My daily routine is full...and i have no time to do something,
That can make my young life more meaningful

I still remember,
when i still a kid,
i always dream to become a teenager
that time,
i thought that teenager can do something that kids not allowed to do
such as outing with friends, having a hand phone ...
and teenager has a wide range of activities to do...

But now...
i hope that i can return to that time...
full of joys and play time
no need to worry about the future life, results that will get from every tiring exam...
and don't have the competitive feeling with peers.
when we grown up, our thinking and mind will become mature
supposedly, it is good,
but....

I have a friend, my friend told me
' is smiling will drop when we are growing up '

unfortunately...i start to believe
it is true
for me
a kid smile from heart
but i, most of the time
smile from face

it is not difficult to give a smile
the thing that difficult
is plus a ' true' in front of the ' smile'

day by day,
loneliness start to occupy my heart
i found out that,
the time that i stay out house (minus sleeping time )
is less than the time at school
maybe, from now,
i should call my school as my new house

at least, in this year
somebody has come into my life
that change my life
and give me a lot of memories

this person,
these memories,
give me strength
keep my life going...





Monday, April 4, 2011

活在这世界上,也有十六年多了
多姿多彩的十六年
但是,有时想想,我还不能真正的了解,
我,到底是个怎样的人。

对我而言,我不是迷失自己,
而是,完全不知道,自己,是什么。
我想要什么,我喜欢做什么,
其实,不太了解。
掩饰自己,这就是我。

我变了吗?
我就连自己,都不知道我是谁了。
改变了什么,
我不太了解。



我向往自由,
被一大堆的补习与活动,
包扎起来的感觉
不好受,

好久没在下午踏脚踏车了
原来,踏脚车
也是个梦。
是个追求豁然开放的一个梦。

有时觉得想离开,
但这不可能
现实始终得面对。
得了一个,就失去一个




现在,就让我,好好的珍惜,
我所得到,我所拥有的
一切。
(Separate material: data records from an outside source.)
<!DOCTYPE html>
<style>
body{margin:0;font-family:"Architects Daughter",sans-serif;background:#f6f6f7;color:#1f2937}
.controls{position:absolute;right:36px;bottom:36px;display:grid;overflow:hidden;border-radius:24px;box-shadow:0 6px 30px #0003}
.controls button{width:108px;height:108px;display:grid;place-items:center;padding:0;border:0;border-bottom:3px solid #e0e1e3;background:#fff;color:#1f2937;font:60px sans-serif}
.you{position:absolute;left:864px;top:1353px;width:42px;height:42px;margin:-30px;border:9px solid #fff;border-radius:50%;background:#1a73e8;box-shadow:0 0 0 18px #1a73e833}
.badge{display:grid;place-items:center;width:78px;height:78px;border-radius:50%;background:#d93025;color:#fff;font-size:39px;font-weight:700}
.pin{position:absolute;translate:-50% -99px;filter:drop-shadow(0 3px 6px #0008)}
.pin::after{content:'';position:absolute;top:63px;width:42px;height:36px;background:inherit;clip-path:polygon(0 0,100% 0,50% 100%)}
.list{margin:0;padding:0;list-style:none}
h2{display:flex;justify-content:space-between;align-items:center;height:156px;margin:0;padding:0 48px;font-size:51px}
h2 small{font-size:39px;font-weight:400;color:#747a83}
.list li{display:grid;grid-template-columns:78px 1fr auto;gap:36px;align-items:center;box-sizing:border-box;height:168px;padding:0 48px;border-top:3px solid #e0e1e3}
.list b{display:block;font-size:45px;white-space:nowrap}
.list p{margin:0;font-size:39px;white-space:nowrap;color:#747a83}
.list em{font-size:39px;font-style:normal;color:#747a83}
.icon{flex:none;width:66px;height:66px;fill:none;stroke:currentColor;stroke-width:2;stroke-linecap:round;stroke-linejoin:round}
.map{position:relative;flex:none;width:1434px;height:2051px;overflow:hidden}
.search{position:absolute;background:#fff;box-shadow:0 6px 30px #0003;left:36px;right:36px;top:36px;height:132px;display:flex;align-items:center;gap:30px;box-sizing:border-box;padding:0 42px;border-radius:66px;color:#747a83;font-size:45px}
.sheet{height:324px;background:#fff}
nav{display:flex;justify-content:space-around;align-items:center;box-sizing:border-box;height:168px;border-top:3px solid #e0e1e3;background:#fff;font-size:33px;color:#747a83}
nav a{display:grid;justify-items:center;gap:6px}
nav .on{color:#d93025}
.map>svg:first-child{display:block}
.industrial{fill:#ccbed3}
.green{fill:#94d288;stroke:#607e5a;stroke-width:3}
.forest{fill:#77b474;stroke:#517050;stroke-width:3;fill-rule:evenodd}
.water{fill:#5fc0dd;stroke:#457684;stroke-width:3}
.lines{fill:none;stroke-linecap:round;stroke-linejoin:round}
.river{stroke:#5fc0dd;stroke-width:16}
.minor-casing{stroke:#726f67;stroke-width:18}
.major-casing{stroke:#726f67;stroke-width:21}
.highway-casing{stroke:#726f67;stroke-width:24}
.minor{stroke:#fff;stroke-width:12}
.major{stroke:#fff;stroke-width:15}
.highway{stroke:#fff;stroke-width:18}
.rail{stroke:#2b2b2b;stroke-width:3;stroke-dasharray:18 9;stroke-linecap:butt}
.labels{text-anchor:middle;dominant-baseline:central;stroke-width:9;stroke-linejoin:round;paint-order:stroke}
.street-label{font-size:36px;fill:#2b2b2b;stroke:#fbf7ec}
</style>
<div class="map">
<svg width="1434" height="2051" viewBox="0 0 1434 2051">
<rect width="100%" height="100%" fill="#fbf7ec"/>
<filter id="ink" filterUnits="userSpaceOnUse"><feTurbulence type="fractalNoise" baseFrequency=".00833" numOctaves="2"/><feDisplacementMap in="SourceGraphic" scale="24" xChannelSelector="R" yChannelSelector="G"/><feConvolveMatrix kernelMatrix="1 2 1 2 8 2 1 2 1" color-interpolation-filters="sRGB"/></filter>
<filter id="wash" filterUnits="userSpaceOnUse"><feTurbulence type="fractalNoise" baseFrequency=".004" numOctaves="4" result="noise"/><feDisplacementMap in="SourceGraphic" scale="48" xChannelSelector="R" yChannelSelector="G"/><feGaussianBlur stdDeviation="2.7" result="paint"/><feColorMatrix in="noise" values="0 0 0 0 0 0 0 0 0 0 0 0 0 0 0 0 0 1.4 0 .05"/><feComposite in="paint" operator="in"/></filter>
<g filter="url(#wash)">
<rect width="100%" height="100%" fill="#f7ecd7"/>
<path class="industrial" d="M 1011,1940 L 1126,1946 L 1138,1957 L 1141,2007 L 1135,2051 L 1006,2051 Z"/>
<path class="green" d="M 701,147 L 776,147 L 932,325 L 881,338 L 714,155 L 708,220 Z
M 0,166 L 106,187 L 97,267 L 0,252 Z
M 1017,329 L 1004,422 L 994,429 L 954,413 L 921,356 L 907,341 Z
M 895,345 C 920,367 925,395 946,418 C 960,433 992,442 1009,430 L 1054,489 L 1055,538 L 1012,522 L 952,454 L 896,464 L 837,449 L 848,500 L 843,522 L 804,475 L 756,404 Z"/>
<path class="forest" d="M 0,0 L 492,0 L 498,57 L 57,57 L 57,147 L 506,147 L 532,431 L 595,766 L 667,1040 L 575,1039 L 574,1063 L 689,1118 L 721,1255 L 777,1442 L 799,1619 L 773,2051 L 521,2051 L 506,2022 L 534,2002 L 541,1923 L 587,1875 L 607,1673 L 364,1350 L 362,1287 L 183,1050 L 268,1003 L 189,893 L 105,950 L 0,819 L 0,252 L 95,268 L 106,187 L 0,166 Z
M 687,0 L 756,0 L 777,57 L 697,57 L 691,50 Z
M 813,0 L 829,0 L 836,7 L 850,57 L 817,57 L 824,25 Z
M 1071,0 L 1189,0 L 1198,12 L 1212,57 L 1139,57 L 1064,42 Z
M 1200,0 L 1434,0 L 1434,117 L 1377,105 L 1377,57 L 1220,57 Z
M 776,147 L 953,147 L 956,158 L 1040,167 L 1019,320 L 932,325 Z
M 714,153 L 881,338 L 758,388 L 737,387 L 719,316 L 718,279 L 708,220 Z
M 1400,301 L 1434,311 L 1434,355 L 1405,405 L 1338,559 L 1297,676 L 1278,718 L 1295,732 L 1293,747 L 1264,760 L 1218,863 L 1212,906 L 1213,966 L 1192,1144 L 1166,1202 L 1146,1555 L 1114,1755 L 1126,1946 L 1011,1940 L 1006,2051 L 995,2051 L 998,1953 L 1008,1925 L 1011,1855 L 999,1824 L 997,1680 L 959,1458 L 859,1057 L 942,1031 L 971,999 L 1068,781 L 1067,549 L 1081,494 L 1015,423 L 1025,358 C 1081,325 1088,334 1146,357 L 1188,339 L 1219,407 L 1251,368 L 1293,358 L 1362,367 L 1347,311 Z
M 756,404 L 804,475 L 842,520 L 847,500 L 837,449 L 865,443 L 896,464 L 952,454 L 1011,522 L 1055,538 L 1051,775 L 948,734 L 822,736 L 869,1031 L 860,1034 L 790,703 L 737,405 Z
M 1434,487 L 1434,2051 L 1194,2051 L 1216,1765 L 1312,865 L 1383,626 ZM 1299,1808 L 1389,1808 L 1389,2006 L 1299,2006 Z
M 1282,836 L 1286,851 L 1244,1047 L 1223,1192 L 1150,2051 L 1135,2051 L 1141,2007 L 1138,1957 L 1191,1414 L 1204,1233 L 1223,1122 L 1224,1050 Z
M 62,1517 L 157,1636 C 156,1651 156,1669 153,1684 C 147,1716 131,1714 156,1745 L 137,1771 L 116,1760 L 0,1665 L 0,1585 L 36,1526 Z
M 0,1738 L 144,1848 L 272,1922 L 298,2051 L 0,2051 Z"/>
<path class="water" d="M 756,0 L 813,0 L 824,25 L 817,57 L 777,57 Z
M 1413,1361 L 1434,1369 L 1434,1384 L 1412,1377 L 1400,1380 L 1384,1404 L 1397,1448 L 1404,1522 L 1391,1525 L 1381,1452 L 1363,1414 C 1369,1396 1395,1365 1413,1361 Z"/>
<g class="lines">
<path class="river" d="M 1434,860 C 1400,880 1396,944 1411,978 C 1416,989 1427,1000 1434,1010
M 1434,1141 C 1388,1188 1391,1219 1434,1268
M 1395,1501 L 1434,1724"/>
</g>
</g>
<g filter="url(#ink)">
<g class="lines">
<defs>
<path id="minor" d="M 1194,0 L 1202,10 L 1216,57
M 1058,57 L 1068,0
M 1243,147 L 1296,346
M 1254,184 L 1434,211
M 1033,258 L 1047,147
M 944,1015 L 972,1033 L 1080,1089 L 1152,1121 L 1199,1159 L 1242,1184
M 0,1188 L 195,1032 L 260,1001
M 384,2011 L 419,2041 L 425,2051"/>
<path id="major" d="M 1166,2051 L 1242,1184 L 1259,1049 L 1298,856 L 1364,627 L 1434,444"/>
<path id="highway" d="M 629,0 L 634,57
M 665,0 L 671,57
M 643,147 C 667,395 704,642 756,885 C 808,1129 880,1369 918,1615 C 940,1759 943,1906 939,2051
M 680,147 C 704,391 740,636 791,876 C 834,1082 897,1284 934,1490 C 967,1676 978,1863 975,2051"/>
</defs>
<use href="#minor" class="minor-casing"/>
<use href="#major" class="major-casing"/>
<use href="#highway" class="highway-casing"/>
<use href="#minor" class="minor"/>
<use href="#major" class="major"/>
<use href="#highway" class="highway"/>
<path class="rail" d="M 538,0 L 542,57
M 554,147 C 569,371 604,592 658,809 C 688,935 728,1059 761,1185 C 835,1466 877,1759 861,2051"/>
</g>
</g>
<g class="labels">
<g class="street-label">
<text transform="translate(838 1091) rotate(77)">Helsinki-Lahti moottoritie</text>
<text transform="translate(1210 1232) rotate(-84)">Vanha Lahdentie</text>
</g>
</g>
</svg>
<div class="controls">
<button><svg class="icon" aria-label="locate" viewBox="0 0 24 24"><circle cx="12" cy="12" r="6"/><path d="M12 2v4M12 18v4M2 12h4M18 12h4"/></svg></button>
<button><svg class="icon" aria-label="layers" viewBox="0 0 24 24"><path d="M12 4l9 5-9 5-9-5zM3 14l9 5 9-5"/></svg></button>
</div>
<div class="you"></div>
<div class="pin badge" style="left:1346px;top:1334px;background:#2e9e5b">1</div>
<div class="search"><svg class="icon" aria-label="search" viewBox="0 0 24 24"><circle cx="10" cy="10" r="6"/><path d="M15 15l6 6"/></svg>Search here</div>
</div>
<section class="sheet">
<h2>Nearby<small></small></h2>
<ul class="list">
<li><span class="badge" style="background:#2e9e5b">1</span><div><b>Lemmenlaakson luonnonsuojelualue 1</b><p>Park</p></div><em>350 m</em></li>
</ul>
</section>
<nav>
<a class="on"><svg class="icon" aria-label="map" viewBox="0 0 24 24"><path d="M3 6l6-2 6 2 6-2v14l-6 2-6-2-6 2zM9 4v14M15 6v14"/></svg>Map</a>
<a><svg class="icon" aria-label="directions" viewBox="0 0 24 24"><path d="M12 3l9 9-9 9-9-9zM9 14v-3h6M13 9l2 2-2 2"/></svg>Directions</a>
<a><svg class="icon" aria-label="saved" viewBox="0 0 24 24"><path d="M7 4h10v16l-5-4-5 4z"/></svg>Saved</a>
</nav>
。。


Saturday, March 26, 2011

the feeling of missing somebody...

Saturday, March 19, 2011

suddenly...feel that...i am really a bad person...
maybe...haiz...ar.....................................!!!!!!!!!!!!!!!!!!!!!!!!!!!!!!!!!!!!!!
don want to say anymore.............
bad is bad...and i think...i cant change it anymore...
i try to...but i fail...
i......
sometimes.....i really really hate myself...
how can i be such a person....
sry.....

Thursday, March 17, 2011

经过了昨天的事情,与一番的思考,我虽然还在想,但我已经接近明白,与理解,下一段路,要怎么走。
我一天一天的更了解,没关系,我等你。。。